[[ Task inputs open ]]

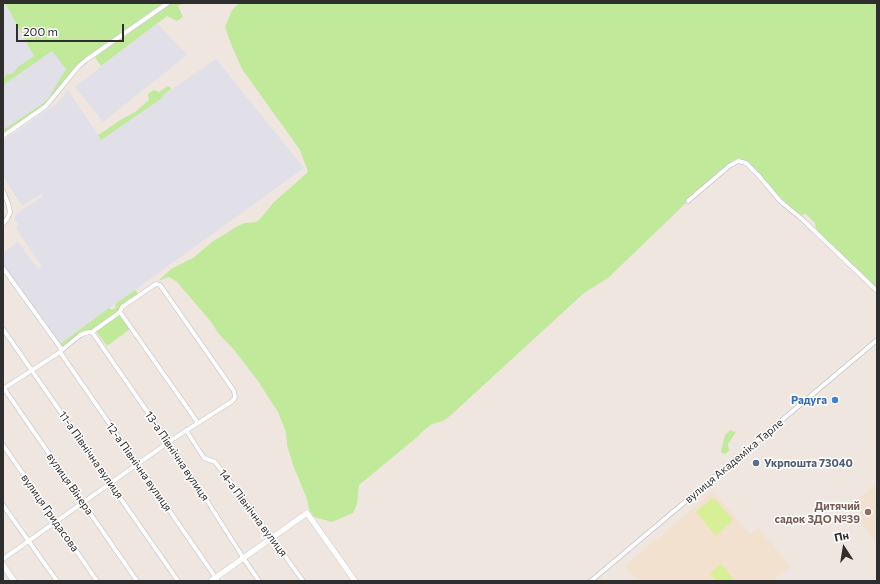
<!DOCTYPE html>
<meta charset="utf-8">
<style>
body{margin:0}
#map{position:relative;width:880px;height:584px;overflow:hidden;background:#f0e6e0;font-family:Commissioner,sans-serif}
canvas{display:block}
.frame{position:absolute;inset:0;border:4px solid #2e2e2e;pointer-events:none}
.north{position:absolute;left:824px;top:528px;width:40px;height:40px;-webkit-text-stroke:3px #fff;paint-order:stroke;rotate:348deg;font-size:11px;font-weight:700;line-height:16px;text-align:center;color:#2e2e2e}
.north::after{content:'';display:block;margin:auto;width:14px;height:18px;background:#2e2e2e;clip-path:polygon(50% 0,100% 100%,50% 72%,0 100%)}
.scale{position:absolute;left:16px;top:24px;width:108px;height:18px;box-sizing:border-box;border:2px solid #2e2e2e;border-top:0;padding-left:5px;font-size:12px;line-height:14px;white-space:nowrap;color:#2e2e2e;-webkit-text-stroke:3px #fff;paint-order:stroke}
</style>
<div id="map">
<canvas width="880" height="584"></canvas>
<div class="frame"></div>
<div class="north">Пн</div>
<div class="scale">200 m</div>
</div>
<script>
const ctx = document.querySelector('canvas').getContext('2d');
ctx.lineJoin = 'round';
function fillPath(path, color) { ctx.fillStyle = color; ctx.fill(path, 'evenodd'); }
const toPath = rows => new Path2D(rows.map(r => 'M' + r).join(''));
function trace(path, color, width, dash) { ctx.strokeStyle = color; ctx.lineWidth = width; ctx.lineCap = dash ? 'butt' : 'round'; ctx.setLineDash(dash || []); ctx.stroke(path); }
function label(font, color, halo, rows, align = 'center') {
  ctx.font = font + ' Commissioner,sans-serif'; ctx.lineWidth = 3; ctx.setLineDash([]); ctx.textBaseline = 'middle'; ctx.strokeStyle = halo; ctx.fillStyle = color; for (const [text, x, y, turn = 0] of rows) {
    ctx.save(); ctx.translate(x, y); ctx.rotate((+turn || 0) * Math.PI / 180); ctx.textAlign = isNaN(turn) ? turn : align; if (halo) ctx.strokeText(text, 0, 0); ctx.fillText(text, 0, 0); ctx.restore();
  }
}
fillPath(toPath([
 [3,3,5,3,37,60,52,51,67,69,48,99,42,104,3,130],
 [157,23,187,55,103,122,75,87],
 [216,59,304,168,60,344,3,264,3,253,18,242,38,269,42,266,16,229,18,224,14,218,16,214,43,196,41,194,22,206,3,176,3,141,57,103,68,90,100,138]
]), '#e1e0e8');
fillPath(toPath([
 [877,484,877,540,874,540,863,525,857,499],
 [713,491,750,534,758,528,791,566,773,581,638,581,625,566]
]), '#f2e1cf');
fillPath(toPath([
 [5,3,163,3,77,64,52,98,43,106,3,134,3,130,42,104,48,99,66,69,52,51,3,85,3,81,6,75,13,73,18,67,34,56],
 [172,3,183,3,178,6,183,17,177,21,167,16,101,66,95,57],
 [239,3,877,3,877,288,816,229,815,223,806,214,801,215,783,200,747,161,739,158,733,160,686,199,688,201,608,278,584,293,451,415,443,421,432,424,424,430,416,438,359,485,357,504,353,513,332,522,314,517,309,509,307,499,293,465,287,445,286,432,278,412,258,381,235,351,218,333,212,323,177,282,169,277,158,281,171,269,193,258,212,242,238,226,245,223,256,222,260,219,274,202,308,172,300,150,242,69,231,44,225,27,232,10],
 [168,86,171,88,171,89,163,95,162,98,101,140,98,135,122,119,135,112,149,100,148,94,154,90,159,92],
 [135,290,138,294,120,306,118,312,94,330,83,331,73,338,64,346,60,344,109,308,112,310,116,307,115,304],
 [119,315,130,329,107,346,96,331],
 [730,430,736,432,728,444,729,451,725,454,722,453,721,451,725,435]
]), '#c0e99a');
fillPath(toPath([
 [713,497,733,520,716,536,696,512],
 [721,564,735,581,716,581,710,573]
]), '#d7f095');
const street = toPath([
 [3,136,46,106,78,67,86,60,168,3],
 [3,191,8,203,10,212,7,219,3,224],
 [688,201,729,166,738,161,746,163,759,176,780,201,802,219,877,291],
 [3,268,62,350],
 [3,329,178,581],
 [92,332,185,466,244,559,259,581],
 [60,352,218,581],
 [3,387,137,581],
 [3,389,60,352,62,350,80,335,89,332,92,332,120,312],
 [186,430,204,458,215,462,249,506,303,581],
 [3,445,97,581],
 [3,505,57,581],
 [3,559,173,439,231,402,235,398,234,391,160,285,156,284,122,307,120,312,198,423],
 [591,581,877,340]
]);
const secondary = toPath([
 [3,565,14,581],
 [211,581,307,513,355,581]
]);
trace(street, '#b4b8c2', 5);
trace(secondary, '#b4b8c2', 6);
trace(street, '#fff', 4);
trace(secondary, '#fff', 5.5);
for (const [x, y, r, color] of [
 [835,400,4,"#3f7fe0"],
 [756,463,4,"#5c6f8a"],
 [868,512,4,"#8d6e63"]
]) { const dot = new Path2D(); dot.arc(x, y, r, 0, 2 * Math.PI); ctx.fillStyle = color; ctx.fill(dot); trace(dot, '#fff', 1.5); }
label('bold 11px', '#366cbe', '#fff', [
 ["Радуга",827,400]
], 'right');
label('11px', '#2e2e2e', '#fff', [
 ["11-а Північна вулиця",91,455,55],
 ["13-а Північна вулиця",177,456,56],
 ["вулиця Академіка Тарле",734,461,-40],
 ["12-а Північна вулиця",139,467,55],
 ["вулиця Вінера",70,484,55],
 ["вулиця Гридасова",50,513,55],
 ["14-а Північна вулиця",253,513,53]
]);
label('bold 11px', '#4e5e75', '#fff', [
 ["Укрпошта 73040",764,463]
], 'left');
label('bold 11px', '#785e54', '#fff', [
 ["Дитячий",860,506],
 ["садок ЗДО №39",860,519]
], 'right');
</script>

[[ Task inputs closed ]]

Task goal | Repeat the listing above from its first line through the line that contains "function label(font, color, halo, rows, align", both included, and nothing more. Drop the pictures.

Solution |
<!DOCTYPE html>
<meta charset="utf-8">
<style>
body{margin:0}
#map{position:relative;width:880px;height:584px;overflow:hidden;background:#f0e6e0;font-family:Commissioner,sans-serif}
canvas{display:block}
.frame{position:absolute;inset:0;border:4px solid #2e2e2e;pointer-events:none}
.north{position:absolute;left:824px;top:528px;width:40px;height:40px;-webkit-text-stroke:3px #fff;paint-order:stroke;rotate:348deg;font-size:11px;font-weight:700;line-height:16px;text-align:center;color:#2e2e2e}
.north::after{content:'';display:block;margin:auto;width:14px;height:18px;background:#2e2e2e;clip-path:polygon(50% 0,100% 100%,50% 72%,0 100%)}
.scale{position:absolute;left:16px;top:24px;width:108px;height:18px;box-sizing:border-box;border:2px solid #2e2e2e;border-top:0;padding-left:5px;font-size:12px;line-height:14px;white-space:nowrap;color:#2e2e2e;-webkit-text-stroke:3px #fff;paint-order:stroke}
</style>
<div id="map">
<canvas width="880" height="584"></canvas>
<div class="frame"></div>
<div class="north">Пн</div>
<div class="scale">200 m</div>
</div>
<script>
const ctx = document.querySelector('canvas').getContext('2d');
ctx.lineJoin = 'round';
function fillPath(path, color) { ctx.fillStyle = color; ctx.fill(path, 'evenodd'); }
const toPath = rows => new Path2D(rows.map(r => 'M' + r).join(''));
function trace(path, color, width, dash) { ctx.strokeStyle = color; ctx.lineWidth = width; ctx.lineCap = dash ? 'butt' : 'round'; ctx.setLineDash(dash || []); ctx.stroke(path); }
function label(font, color, halo, rows, align = 'center') {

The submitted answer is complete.